Si vous crevez d’envie de dénicher les accords exacts d’une chanson, il existe une poignée de sites qui s’amuse à les répertorier. Je pense alors au très classique La Boîte à chansons, mais aussi au plus contemporain et plus ergonomique Chordify. Le cas échéant, Google is your friend : il suffit de taper accords + le titre de la chanson que vous recherchez, et l’affaire est dans le sac.

De manière générale, c’est grâce à ces fameux accords que l’on détermine ensuite la mélodie. Celle-ci va s’inscrire logiquement dans la gamme des accords.
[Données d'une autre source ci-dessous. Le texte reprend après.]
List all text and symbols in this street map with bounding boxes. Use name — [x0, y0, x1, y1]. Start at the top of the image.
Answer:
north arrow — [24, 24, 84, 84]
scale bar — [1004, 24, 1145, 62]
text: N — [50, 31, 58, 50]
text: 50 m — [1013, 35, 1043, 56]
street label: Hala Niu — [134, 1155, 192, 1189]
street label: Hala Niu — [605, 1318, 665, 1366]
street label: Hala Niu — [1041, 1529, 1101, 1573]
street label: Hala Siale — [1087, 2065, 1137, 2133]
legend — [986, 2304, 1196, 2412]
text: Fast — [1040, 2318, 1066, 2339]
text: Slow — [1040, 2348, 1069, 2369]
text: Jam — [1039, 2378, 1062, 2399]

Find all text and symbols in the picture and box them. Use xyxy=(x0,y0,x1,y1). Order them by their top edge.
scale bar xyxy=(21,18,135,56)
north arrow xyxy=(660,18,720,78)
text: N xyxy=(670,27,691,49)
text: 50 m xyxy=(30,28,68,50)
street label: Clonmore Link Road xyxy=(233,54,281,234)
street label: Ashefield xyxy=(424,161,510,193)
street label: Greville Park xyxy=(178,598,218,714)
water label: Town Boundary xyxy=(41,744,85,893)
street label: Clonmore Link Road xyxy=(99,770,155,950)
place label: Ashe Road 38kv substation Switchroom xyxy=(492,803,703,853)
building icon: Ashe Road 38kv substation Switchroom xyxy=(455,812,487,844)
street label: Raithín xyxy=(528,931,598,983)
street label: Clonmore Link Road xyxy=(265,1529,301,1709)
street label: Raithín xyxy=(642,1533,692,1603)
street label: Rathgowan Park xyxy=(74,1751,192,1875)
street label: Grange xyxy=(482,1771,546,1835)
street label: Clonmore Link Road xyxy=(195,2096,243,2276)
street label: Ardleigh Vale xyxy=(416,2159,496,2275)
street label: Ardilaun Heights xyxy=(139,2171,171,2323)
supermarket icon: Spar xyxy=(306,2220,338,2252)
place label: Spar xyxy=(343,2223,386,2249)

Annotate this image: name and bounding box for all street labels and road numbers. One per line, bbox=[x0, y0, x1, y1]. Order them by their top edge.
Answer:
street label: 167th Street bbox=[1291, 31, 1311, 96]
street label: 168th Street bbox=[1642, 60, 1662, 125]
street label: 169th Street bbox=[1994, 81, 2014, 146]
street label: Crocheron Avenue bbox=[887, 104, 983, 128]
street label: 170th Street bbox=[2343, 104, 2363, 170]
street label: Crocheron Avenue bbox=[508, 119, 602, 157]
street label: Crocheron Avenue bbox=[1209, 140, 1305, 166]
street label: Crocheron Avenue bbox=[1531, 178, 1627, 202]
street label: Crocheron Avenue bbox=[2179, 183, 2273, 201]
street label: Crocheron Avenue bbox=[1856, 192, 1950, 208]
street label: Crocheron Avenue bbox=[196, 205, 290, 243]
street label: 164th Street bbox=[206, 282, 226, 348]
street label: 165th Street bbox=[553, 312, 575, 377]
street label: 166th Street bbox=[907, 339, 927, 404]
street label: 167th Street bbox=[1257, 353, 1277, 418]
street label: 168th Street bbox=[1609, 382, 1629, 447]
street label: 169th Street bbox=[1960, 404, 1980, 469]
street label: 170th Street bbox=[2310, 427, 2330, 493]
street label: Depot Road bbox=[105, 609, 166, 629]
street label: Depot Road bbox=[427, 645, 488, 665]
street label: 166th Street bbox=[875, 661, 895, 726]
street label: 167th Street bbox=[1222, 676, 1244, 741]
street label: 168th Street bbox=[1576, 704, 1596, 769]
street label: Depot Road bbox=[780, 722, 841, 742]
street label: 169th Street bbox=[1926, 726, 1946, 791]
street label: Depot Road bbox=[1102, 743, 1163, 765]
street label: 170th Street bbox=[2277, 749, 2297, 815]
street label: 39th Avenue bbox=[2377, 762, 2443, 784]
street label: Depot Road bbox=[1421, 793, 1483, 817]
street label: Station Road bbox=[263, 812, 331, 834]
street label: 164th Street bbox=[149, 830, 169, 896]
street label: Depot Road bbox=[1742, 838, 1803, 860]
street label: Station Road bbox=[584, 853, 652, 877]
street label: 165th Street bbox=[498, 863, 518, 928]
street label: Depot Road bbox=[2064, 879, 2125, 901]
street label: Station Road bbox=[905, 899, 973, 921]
C’est pourquoi il est préférable de dénicher les accords dans un premier temps avant de trouver la mélodie. L’inverse est possible, mais nécessite une plus grande expertise et qu’on soit suffisamment à l’aise. Voilà, en somme, les bases du solfège qui risquent de s’avérer plus qu’utiles dans l’art du beatmaking. Mais rassurez-vous : pas besoin d’être un as du solfège pour réussir à devenir un bon beatmaker. C’est plus un atout qu’autre chose.

 

 

 

 

5. Écouter beaucoup de musique

 

Bon, ça, vous vous en doutiez. Être un grand fan de musique, tous genres confondus, et en écouter régulièrement est un prérequis. Cette partie est moins technique que les précédentes mais n’en demeure pas moins importante. Prêter attention aux morceaux que l’on écoute et qu’on affectionne permet avec le temps de nous apprendre comment sont construites les chansons.

 

 

Et ainsi, on développe notre connaissance musicale, ce qui ne peut que nous aider dans le beatmaking. Valoriser sa culture musicale est donc primordial, c’est pourquoi je vous encourage vivement à découvrir un maximum de titres et surtout de diversifier vos écoutes, et de continuellement s’ouvrir aux genres qu’on ne connaît pas forcément.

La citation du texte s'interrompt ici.